(Stored data entries)
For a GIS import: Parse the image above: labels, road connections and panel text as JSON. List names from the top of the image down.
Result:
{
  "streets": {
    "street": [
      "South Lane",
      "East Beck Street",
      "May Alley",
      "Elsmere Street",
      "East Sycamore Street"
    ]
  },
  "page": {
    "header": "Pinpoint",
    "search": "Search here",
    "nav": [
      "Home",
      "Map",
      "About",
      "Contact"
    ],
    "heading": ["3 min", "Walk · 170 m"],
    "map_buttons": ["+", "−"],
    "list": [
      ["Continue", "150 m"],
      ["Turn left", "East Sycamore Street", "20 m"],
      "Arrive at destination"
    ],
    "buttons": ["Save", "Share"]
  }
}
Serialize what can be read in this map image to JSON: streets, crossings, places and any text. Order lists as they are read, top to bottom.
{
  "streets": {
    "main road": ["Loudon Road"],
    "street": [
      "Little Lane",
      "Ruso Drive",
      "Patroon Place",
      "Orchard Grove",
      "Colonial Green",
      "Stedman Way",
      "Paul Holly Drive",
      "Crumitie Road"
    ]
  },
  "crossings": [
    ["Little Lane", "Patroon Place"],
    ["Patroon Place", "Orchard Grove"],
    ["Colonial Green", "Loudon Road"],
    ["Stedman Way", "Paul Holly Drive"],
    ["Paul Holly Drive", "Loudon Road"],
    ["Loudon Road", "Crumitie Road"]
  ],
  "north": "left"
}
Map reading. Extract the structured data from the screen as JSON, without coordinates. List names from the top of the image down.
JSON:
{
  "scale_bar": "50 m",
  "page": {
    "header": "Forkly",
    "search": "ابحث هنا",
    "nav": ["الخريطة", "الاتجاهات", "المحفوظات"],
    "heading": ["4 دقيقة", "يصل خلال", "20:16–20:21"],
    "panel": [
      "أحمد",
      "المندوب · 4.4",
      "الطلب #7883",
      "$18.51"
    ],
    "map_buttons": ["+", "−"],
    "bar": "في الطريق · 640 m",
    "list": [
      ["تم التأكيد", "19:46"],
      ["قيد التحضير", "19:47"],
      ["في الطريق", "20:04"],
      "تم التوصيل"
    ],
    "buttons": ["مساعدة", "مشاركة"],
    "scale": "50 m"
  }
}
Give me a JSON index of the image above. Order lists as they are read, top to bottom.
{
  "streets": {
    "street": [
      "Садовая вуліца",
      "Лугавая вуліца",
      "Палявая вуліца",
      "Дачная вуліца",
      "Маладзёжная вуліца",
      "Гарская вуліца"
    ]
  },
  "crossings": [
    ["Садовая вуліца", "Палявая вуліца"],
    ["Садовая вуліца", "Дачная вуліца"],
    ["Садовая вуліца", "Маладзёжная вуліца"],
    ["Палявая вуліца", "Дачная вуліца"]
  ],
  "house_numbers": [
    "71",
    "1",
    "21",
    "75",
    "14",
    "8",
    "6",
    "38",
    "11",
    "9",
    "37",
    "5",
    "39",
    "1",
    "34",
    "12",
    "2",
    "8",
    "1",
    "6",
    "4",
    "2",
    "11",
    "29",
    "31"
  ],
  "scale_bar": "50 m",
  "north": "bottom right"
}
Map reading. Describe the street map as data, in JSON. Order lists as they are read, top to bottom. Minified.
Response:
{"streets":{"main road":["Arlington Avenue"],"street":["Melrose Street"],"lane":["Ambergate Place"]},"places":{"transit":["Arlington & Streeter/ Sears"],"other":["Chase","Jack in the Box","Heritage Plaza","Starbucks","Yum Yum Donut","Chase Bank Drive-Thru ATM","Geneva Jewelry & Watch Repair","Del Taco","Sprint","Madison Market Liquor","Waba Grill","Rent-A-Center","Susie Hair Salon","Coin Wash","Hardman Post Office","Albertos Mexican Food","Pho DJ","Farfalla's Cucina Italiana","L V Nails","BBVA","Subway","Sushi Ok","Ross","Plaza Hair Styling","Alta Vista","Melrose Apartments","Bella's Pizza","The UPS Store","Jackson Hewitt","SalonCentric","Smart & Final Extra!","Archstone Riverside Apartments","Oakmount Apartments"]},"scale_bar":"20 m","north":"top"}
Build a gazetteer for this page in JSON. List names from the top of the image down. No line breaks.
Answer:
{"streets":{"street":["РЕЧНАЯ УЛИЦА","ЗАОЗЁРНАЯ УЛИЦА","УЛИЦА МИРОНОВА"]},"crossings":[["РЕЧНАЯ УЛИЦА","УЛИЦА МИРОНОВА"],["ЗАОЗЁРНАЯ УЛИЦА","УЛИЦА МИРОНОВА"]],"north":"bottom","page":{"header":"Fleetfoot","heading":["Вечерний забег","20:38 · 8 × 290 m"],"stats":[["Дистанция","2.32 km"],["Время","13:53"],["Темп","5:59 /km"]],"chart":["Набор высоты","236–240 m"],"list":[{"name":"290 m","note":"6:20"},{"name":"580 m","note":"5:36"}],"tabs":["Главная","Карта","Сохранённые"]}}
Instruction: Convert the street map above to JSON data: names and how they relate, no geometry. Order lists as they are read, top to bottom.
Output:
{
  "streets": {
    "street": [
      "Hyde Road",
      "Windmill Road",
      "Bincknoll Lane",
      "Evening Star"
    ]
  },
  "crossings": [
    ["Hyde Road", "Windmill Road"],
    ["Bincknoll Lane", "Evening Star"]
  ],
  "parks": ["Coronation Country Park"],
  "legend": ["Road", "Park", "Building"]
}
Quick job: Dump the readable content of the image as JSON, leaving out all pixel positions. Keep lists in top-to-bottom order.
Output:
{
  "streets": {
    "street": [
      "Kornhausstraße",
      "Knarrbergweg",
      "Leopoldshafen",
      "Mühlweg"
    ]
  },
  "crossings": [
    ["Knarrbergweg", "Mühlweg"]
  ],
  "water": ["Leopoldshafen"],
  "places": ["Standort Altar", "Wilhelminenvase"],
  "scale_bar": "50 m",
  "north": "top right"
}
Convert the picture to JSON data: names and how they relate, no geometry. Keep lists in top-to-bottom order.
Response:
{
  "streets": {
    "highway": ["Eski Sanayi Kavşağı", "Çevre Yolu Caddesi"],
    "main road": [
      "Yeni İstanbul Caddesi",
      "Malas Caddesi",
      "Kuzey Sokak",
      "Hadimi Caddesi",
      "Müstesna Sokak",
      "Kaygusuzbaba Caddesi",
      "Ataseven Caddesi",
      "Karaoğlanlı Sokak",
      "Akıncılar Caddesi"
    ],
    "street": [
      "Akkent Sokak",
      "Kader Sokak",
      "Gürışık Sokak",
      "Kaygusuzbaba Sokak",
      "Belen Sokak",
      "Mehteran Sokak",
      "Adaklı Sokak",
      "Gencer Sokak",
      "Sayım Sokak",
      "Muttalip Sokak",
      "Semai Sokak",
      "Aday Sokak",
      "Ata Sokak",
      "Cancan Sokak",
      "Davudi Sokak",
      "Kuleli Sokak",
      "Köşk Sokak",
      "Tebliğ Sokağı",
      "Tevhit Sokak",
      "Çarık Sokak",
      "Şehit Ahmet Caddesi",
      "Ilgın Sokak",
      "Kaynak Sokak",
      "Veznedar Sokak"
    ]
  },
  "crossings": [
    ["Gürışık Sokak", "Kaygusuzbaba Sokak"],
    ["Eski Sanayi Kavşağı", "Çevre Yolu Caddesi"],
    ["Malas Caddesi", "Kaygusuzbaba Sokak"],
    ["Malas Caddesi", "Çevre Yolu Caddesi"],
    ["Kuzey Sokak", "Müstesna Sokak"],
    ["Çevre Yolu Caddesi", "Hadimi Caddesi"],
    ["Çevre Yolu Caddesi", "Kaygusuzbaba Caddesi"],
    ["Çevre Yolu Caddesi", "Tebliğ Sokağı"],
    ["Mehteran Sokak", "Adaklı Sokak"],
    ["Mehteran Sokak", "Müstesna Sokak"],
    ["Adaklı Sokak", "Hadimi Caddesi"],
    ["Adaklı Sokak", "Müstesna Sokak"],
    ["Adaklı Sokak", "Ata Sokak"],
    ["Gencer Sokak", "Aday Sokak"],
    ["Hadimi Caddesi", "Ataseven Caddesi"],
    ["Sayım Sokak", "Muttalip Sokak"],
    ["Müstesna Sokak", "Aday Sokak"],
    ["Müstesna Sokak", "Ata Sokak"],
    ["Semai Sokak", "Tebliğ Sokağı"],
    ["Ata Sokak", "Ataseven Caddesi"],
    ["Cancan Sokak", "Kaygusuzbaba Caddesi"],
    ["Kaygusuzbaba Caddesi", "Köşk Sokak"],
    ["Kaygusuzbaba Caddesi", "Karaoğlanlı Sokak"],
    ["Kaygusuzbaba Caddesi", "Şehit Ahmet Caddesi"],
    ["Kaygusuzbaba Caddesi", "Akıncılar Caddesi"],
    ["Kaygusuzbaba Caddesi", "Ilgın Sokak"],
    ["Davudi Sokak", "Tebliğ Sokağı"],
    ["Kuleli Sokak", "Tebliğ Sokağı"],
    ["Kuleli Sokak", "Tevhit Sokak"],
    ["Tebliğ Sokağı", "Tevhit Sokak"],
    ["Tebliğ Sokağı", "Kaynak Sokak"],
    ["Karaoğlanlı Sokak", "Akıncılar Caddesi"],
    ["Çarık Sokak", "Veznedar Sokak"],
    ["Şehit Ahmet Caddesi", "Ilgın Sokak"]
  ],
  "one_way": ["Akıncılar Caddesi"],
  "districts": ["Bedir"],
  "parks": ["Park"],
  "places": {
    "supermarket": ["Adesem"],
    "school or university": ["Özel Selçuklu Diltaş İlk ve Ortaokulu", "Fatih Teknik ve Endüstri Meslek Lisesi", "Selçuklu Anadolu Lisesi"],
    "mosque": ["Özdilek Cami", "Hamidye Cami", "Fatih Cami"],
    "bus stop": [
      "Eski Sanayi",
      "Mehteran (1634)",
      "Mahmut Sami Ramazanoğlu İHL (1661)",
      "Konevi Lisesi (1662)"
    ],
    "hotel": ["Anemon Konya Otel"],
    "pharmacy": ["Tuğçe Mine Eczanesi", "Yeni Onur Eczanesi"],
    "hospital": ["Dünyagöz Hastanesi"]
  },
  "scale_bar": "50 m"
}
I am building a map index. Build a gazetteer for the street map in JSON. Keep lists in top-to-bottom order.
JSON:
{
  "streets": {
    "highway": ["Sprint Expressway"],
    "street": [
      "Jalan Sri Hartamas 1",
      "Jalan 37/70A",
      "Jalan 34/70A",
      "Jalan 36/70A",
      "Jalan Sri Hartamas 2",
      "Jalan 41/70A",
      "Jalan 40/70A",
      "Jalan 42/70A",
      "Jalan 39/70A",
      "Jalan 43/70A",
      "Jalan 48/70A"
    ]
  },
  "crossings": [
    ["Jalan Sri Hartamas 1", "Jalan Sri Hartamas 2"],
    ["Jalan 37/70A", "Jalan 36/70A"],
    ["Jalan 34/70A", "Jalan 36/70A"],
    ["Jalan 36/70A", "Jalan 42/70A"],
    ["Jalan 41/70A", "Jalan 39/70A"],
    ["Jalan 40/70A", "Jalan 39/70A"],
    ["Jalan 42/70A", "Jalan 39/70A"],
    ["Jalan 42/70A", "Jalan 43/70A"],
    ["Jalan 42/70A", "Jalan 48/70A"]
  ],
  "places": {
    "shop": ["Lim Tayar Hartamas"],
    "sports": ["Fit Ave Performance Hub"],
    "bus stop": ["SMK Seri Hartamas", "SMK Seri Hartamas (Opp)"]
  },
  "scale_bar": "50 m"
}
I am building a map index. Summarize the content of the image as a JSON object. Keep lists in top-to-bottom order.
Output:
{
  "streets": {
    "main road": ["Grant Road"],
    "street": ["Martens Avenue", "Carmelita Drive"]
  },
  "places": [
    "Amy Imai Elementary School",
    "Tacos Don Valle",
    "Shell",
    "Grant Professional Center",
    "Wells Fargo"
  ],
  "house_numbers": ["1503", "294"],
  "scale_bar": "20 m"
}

**WORK INSTRUCTION**
From the line that has "Quick job: Dump" through the line that has "Convert the picture", copy every line exactly as it appears above, and leave out all others.

**RESULT OF THIS TASK**
Quick job: Dump the readable content of the image as JSON, leaving out all pixel positions. Keep lists in top-to-bottom order.
Output:
{
  "streets": {
    "street": [
      "Kornhausstraße",
      "Knarrbergweg",
      "Leopoldshafen",
      "Mühlweg"
    ]
  },
  "crossings": [
    ["Knarrbergweg", "Mühlweg"]
  ],
  "water": ["Leopoldshafen"],
  "places": ["Standort Altar", "Wilhelminenvase"],
  "scale_bar": "50 m",
  "north": "top right"
}
Convert the picture to JSON data: names and how they relate, no geometry. Keep lists in top-to-bottom order.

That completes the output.